##### ENTRIES SUPPLIED #####
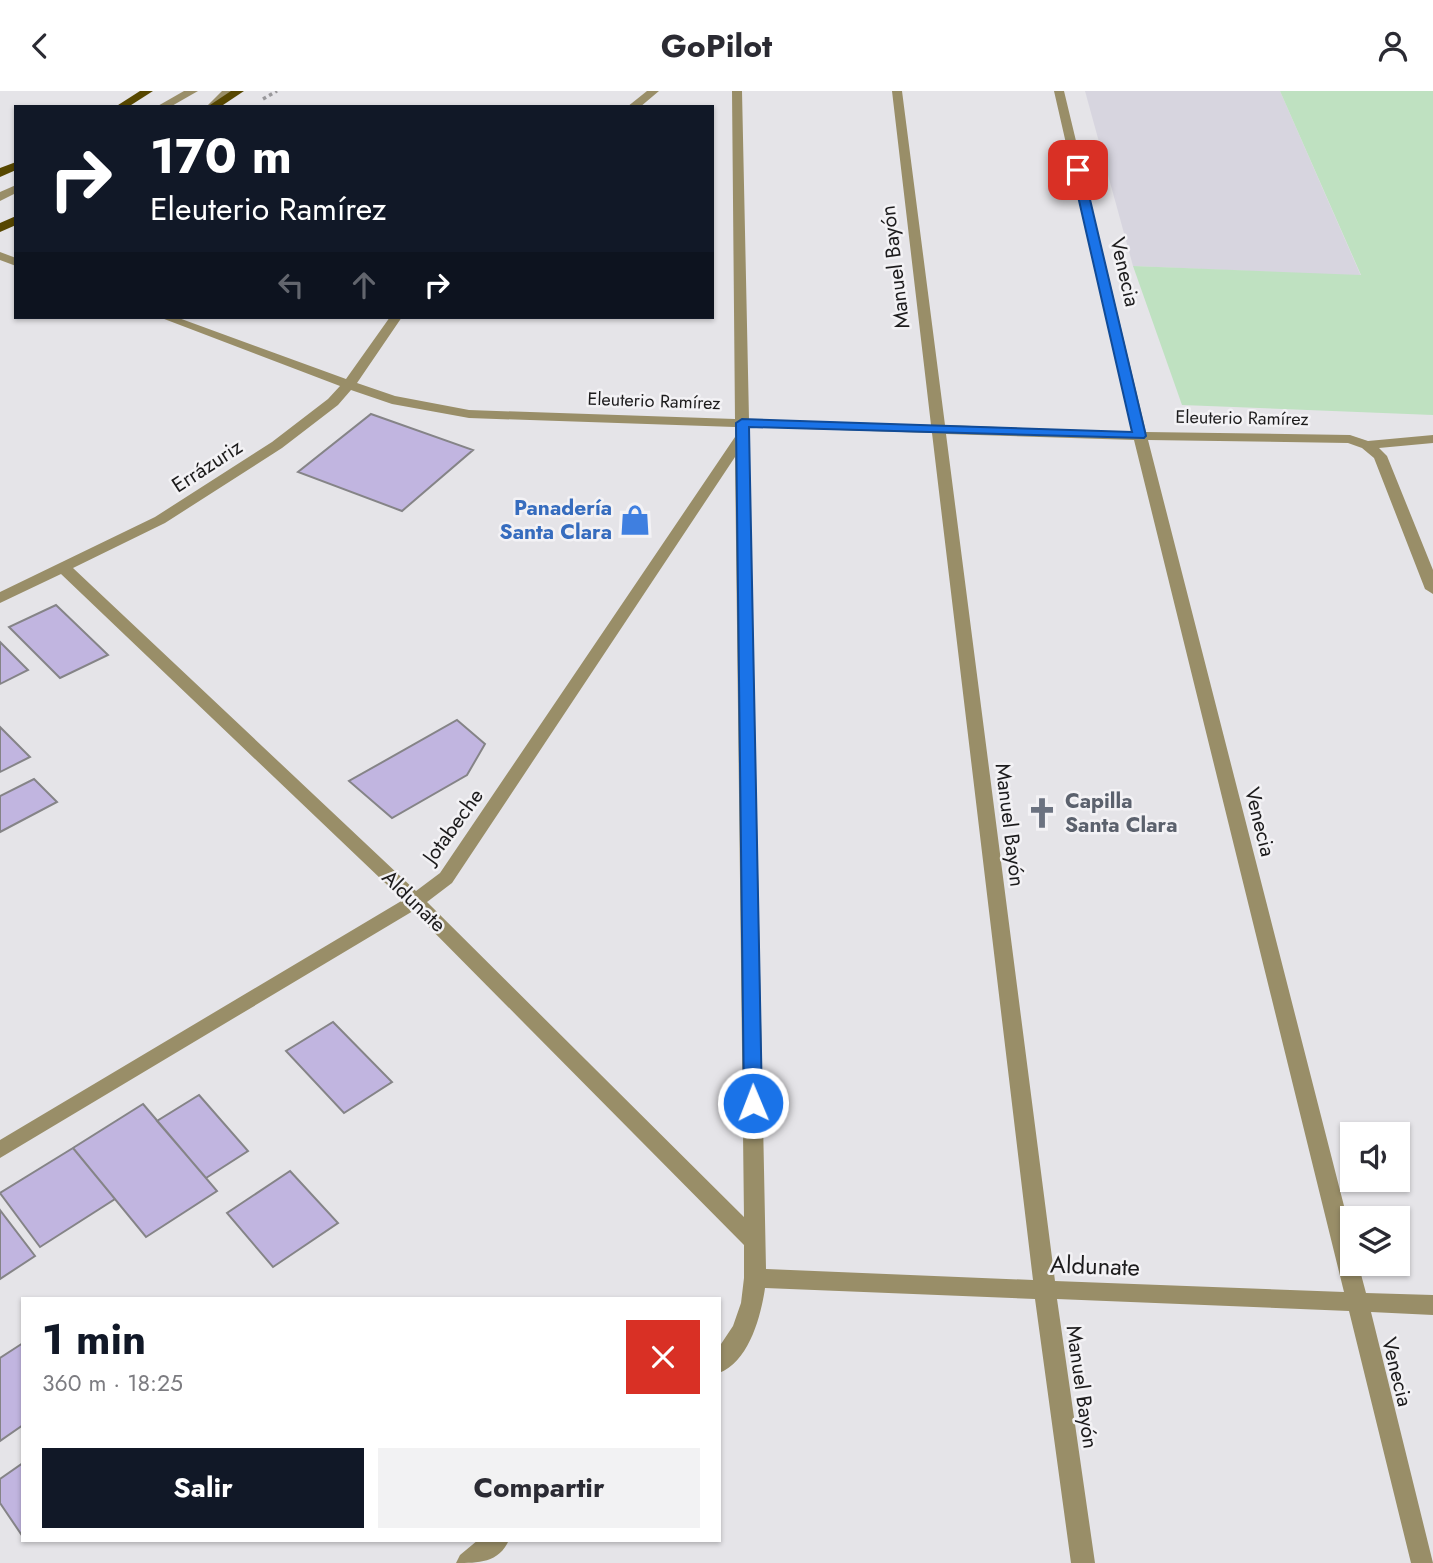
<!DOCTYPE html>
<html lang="es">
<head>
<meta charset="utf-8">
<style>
  body { margin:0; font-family:Jost,sans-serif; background:#f2f2f3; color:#2b2b33; height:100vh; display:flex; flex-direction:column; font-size:26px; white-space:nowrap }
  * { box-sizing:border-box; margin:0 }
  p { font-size:23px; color:#7c7c81 }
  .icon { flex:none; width:38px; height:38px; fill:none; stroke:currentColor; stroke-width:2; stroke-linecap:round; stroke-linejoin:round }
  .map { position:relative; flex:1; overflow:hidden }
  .details { position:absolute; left:21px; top:1206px; width:700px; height:245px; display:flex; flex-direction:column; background:#fff; border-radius:0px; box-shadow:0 2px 5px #0004 }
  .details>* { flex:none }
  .guide { position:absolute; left:14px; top:14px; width:700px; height:214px; border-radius:0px; box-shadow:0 2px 5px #0004; background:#111827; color:#fff; overflow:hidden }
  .tools { position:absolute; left:1340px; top:1031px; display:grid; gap:14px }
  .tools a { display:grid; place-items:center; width:70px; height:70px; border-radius:0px; background:#fff; box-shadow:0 2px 5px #0004; font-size:35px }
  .pin { position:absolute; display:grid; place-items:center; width:60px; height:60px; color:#fff; margin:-30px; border-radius:14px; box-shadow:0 4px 10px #0006 }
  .me { position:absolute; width:77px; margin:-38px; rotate:359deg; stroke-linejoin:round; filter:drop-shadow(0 0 5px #0008) }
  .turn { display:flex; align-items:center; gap:24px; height:147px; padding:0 21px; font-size:32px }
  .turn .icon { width:91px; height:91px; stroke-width:2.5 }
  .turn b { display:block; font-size:49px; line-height:60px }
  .lanes { display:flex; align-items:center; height:66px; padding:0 21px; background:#0003; justify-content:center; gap:35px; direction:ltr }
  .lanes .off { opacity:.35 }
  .round { display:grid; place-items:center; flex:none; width:74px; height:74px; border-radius:0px; background:#f2f2f3 }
  .head { display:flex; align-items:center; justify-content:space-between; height:119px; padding:0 21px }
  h1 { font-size:42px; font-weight:700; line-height:52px; color:#111827 }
  .action { display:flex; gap:14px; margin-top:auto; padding:14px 21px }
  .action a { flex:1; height:80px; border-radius:0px; background:#111827; color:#fff; font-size:28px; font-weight:700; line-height:80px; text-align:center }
  .action a+a { background:#f2f2f3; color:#2b2b33 }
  header { display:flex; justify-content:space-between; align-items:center; height:91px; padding:0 21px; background:#fff; font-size:32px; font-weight:700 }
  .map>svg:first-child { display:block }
</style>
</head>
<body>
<header><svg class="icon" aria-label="back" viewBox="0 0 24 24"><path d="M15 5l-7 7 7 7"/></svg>GoPilot<svg class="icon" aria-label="person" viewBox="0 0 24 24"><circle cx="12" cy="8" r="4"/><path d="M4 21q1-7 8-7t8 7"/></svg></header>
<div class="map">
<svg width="1433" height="1472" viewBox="0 0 1433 1472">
  <rect width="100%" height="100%" fill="#e5e4e8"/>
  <path fill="#d7d5df" d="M1085,0H1280L1361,185L1133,175Z"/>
  <path fill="#bfe1c1" d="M1280,0H1433V324L1182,314L1133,175L1361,184Z"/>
  <path fill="#c1b5e0" stroke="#858487" stroke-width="2" d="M371,323L473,359L402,420L298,381Z
    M56,514L108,564L60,587L9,536Z
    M0,551L28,579L0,593Z
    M457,629L485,653L467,684L392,727L349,690Z
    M0,636L30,666L0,681Z
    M34,688L57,711L0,741V705Z
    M333,931L392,991L344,1022L286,960Z
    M199,1004L248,1060L206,1087L157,1030Z
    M143,1013L217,1100L146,1146L73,1057Z
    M73,1057L115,1108L40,1156L0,1102Z
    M290,1080L338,1132L273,1176L227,1122Z
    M0,1119L35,1165L0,1188Z
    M23,1252V1334L0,1350V1267Z
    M23,1372V1446L0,1412V1388Z"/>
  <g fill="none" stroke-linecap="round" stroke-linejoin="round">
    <path stroke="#98979a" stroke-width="3.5" stroke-dasharray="3.5 3.5" stroke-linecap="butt" d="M263,8L277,0"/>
    <path fill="#998e68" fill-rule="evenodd" d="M184,0H198L170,16H156Z
      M222,0H234L218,16H206Z
      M647,0H659L640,16H627Z
      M732,0H742L749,328L931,334L892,0H902L945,334L1132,341L1054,0H1064L1146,341L1350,344L1368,350L1433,344V352L1379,357L1387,365L1433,479V503L1425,498L1374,367L1362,357L1348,352L1148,349L1353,1150V1172H1358L1366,1202L1433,1204V1224L1371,1221L1433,1472H1411L1349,1220L1057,1208L1095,1472H1071L1035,1208L765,1197C761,1225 749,1271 719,1282V1256L733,1235L741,1212L744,1187V1154L413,820L0,1067V1049L403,809L61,483L0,512V501L155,426L272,351L328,308L340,295L159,226H176L346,288L390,226H402L357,292L395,305L469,319L735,328ZM351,299L392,313L469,327L735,336V346L440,782L416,800L73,477L165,432L282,357L338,314ZM749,336L932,342L1033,1189L766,1178ZM946,343L1134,349L1344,1201L1055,1190ZM735,366L744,1126L427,811L452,792Z
      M16,94V102L0,110V101Z
      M0,161L16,167V175L0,169Z
      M478,1449H509C499,1472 478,1472 456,1472L460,1464Z"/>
    <path fill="#574700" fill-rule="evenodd" d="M140,0H153L128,16H115Z
      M231,0H244L220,16H207Z
      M16,71V79L0,86V77Z
      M16,125V134L0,141V132Z"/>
  </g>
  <path fill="#1a73e8" stroke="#114b97" stroke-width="2" d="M1078,76L1083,79L1146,345L1144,347L749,336L762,1012L759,1017L753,1019L746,1017L744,1012L736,332L742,328L1132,341L1072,79Z"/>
  <defs>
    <symbol id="shop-bare" viewBox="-9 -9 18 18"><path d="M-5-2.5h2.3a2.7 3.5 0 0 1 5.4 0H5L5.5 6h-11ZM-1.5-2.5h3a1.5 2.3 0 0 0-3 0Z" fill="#3f7fe0" stroke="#f3f2f5" stroke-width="2.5" paint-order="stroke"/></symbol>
    <symbol id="church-bare" viewBox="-9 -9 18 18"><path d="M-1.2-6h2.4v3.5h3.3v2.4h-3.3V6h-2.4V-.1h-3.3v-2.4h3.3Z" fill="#6b7280" stroke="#f3f2f5" stroke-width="2.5" paint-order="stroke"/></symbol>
  </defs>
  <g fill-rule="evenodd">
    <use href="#shop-bare" x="613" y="407" width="44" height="44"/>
    <use href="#church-bare" x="1020" y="700" width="44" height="44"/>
  </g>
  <g text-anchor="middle" stroke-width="5" stroke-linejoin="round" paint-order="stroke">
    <g font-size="18" fill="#1c1b1c" stroke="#f3f2f5">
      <text transform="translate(654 310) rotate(2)" y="6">Eleuterio Ramírez</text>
      <text transform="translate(1242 327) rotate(1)" y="6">Eleuterio Ramírez</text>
    </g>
    <g font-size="21" fill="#1c1b1c" stroke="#f3f2f5">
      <text transform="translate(895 176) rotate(-97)" y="7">Manuel Bayón</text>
      <text transform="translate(1125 181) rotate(77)" y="7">Venecia</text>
      <text transform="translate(207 375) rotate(-33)" y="7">Errázuriz</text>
      <text transform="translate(1260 731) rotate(76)" y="7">Venecia</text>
      <text transform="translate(1010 734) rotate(83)" y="7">Manuel Bayón</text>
      <text transform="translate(453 735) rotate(-54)" y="7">Jotabeche</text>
      <text transform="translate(414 810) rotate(44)" y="7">Aldunate</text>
      <text transform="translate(1397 1281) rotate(76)" y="7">Venecia</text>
      <text transform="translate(1082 1296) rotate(82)" y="7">Manuel Bayón</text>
    </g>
    <g font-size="21" font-weight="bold" fill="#366cbe" stroke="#f3f2f5" text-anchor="end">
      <text x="612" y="424">Panadería<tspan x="612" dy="24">Santa Clara</tspan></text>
    </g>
    <g font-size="21" font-weight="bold" fill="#5b616d" stroke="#f3f2f5" text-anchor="start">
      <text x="1065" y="717">Capilla<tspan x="1065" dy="24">Santa Clara</tspan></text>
    </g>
    <g font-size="24" fill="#1c1b1c" stroke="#f3f2f5">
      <text transform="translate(1095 1175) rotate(2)" y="8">Aldunate</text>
    </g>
  </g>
</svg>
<div class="tools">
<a><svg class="icon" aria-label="sound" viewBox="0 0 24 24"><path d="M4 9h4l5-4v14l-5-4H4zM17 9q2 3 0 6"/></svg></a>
<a><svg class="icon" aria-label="layers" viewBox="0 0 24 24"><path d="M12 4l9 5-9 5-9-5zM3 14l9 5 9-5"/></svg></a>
</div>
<div class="pin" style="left:1078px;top:79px;background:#d93025"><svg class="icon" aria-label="arrive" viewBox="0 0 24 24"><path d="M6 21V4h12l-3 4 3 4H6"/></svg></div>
<svg class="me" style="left:753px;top:1012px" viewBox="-20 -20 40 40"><circle r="17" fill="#1a73e8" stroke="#fff" stroke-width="3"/><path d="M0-11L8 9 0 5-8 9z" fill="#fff"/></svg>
<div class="guide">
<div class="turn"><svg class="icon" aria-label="right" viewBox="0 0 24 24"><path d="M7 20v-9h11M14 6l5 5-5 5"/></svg><div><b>170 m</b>Eleuterio Ramírez</div></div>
<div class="lanes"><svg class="icon off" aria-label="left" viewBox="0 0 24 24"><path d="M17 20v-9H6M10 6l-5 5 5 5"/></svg><svg class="icon off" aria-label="ahead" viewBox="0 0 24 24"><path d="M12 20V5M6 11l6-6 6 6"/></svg><svg class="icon" aria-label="right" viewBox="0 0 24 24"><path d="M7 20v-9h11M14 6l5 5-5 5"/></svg></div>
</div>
<section class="details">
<div class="head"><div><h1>1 min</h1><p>360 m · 18:25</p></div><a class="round" style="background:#d93025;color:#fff"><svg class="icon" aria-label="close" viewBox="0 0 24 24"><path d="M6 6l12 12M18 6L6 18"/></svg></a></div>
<div class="action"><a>Salir</a><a>Compartir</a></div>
</section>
</div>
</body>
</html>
#####
- EXERCISE DIRECTIONS: Reprint exactly the lines above that start at the one with "M457,629L485,653L467,684L392,727L349,690Z" and end at the one with "M647,0H659L640,16H627Z", keeping both and adding none.

- WRITTEN SOLUTION:
    M457,629L485,653L467,684L392,727L349,690Z
    M0,636L30,666L0,681Z
    M34,688L57,711L0,741V705Z
    M333,931L392,991L344,1022L286,960Z
    M199,1004L248,1060L206,1087L157,1030Z
    M143,1013L217,1100L146,1146L73,1057Z
    M73,1057L115,1108L40,1156L0,1102Z
    M290,1080L338,1132L273,1176L227,1122Z
    M0,1119L35,1165L0,1188Z
    M23,1252V1334L0,1350V1267Z
    M23,1372V1446L0,1412V1388Z"/>
  <g fill="none" stroke-linecap="round" stroke-linejoin="round">
    <path stroke="#98979a" stroke-width="3.5" stroke-dasharray="3.5 3.5" stroke-linecap="butt" d="M263,8L277,0"/>
    <path fill="#998e68" fill-rule="evenodd" d="M184,0H198L170,16H156Z
      M222,0H234L218,16H206Z
      M647,0H659L640,16H627Z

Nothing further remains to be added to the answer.